Can I mirror changes in a database with homebrew code? - mysql

I have several mysql databases and tables that need to be "listened to". I need to know what data changes and send the changes to remote servers that have local mirrors of the database.
How can I mirror changes in the mysql databases? I was thinking of setting up mysql triggers that write all changes to another table. This table has the database name, table name, and all of the columns. I'd then write custom code to transfer the changes and install them periodically on the remote mirrors. Will this accomplish my need?

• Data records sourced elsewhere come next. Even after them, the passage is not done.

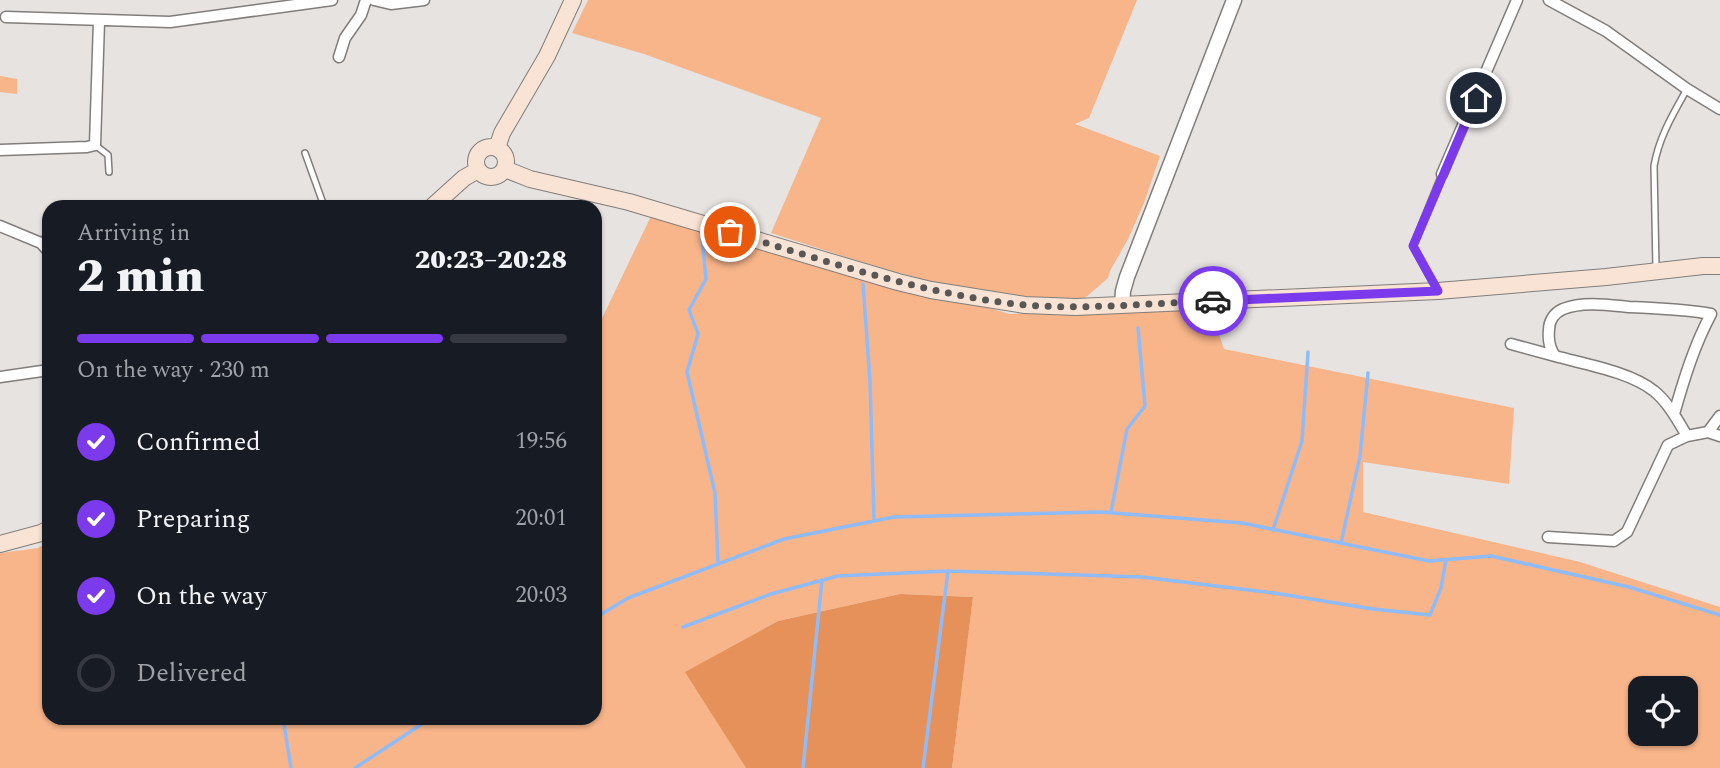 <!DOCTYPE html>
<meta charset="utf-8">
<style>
body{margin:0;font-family:Spectral,serif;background:#20242c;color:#f1f3f6;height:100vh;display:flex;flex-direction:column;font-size:26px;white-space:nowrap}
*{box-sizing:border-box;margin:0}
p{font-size:23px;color:#9ea1a6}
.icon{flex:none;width:38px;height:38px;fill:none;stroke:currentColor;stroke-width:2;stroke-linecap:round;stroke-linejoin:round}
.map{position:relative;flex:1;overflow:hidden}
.details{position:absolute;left:42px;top:200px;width:560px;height:525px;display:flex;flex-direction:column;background:#171b24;border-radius:21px;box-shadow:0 2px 5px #0004}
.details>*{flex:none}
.tools{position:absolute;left:1628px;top:676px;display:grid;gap:14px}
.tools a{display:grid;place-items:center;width:70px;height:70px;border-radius:14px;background:#171b24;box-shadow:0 2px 5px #0004;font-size:35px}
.pin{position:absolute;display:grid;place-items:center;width:60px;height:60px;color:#fff;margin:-30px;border:4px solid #fff;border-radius:50%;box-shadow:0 2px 7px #0007}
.courier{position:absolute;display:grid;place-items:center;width:70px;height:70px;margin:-35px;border:5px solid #7c3aed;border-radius:50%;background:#fff;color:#222;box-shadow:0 2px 9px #0007}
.summary em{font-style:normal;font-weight:800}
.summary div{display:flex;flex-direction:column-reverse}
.summary{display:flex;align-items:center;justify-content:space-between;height:119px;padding:0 35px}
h1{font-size:46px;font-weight:800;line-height:52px}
.bar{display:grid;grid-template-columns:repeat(4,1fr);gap:10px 7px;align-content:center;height:84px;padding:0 35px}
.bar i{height:9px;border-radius:5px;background:#363941}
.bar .active{background:#7c3aed}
.bar p{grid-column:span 4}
ol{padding:0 35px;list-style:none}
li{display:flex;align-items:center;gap:21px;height:77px}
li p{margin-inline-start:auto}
li .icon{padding:7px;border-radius:50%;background:#7c3aed;color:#fff;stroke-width:4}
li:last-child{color:#9ea1a6}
li i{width:38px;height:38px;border:4px solid #363941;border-radius:50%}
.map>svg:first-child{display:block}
.green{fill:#f8b58a;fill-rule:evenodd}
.forest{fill:#e69159}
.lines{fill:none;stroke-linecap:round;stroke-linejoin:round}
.stream{stroke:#8fbcf9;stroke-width:3.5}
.service-casing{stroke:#817d7b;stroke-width:8}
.minor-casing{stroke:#817d7b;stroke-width:13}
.tertiary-casing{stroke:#817d7b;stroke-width:17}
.secondary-casing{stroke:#817d7b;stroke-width:18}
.service{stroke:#fff;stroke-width:5}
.minor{stroke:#fff;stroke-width:10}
.tertiary{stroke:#fff;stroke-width:14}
.secondary{stroke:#f9e3d4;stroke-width:16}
.done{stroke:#595756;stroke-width:7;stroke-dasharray:0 12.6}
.route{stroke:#7c3aed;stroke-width:9}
</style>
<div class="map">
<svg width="1720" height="768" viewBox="0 0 1720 768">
<rect width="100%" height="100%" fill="#e7e3e1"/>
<!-- green -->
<path class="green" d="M588,0h549l-48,118 -14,6 85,32 -16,47 -16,36 -18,32 -2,7 -23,20c-41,0 -83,-2 -123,-10 -65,-13 -128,-35 -191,-55l50,-115 -177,-64 -72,-21z
M0,76l17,3v15l-17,-2z
M652,214l358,100 200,-6 14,41 290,59 -5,76 -146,-22v50l217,50 140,45v161h-768l21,-171 -73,-3 -122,27 -92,51 60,96h-746v-215l38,-5 11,-6v176h546v-385zM1640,688h45v45h-45z"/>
<!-- forest -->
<path class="forest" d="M900,594l73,3 -21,171h-206l-61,-96 93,-51z"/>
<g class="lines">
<!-- stream -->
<path class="stream" d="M702,239l4,40 -17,31 9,24 -11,38 28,121 3,71
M863,284l7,97 4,139
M1111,512l16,-83 18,-23 -7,-78
M1273,530l29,-89 6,-89
M1341,543l19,-87 8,-83
M595,618l33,-20 156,-59 110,-22 207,-5 141,11 187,38 62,-5 138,31 91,28
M683,627l88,-33 67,-18 110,-5 194,6 132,16 99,16 57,6 11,-27 5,-28
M283,718l8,50
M355,768l76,-50
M803,768l19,-188
M923,768l25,-197"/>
<!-- service casing -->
<g class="service-casing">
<path id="service" d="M95,145l13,10 1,17
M305,153l19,53
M41,243l8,-11
M1656,268l-2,-102c5,-29 19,-52 33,-77
M1436,288l-23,-42 29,-72"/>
</g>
<!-- minor casing -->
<g class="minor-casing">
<path id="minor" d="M374,0l17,4 33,-4
M1549,0l57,31 81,58 33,20
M6,17l164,5 162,-22
M339,57l6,-19 16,-23 5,-15
M0,150l87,-3 8,-2 4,-124
M1442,174l75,-174
M0,226l41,17 8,9
M1511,344l44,12
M0,377l49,-7
M1674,414c10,-35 20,-68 37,-100 -27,-5 -54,-6 -82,-7 -20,-2 -46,-6 -66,2 -9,4 -14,12 -14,21 -1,9 1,19 6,26 29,8 76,16 99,35 14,11 24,30 33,45
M1708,432l12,-16
M1548,537l66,4 13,-9 41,-87 19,-9 21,-4 12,4"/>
</g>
<!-- tertiary casing -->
<g class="tertiary-casing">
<path id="tertiary" d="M1122,305l1,-14 4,-14 107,-277"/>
</g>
<!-- secondary casing -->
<g class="secondary-casing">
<path id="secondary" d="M476 162a15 15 0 1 1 30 0a15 15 0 1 1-30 0Z
M497,148l5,-15 45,-77 26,-56
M505,169l25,10 99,23 269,80 33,8 94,15 51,2 362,-16 168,-14 97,-11h17
M433,206l31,-28 14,-8
M0,544l41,-11 8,-4"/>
</g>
<!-- service -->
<use href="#service" class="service"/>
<!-- minor -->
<use href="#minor" class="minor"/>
<!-- tertiary -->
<use href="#tertiary" class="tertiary"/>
<!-- secondary -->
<use href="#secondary" class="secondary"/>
</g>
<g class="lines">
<!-- done -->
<path class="done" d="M730,232c97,29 194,63 295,73 62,5 126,-2 188,-4"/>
<!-- route -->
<path class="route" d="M1213,301l225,-10 -25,-45 63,-148"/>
</g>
</svg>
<div class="tools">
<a><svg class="icon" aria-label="locate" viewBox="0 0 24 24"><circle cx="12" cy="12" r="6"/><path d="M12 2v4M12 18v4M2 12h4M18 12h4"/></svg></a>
</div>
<div class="pin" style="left:730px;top:232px;background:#ea580c"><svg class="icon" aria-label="bag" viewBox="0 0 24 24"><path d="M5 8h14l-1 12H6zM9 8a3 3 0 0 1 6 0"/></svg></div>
<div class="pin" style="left:1476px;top:98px;background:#1f2937"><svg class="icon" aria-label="home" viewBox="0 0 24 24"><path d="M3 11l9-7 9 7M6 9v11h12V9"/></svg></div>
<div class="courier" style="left:1213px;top:301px"><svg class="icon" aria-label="car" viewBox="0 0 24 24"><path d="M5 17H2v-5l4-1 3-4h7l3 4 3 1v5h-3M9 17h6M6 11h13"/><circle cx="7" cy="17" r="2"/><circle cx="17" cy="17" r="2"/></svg></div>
<section class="details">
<div class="summary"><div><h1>2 min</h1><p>Arriving in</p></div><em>20:23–20:28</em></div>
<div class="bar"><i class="active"></i><i class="active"></i><i class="active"></i><i></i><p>On the way · 230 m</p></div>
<ol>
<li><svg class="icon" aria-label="check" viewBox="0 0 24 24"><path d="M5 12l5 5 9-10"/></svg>Confirmed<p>19:56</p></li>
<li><svg class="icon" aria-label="check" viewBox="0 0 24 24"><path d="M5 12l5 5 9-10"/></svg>Preparing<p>20:01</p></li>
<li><svg class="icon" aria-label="check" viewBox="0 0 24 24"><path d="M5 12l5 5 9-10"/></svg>On the way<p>20:03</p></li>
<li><i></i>Delivered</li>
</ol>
</section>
</div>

Your plan is 100% correct.
That extra table is called an "audit" or "history" table (there are subtle distinctions but you shouldn't much care - but you now have the "official" terms which you can use to do further research).
If the main table has columns A, B, C, then the audit would have 3 more: A, B, C, Operation, Changed_By, Change_DateTime (names are subject to your tastes and coding standards).
"Operation" column stores whether the change was an insert, delete, old value of update or new value of update (frequently it's 3 characters wide and the operations as "INS"/"DEL"/"U_D" and "U_I", but there are other approaches).
The data in the audit table is populated via a trigger on the main table.
Then make sure there's an index on Change_DateTime column.
And to find a list of changes, you keep track of when you last polled, and then simply do
SELECT * FROM Table_Audit WHERE Change_DateTime > 'LAST_POLL_TIME'

You can tell MySQL to create an incremental backup from a specific point in time. The data contains only the changes to the database since that time.
You have to turn on binary logging and then you can use the mysqlbinlog command to export the changes since a given timestamp. See the Point-in-Time (Incremental) Recovery section of the manual as well as the documentation for mysqlbinlog. Specifically, you will want the --start-datetime parameter.
Once you have the exported log in text format, you can execute it on another database instance.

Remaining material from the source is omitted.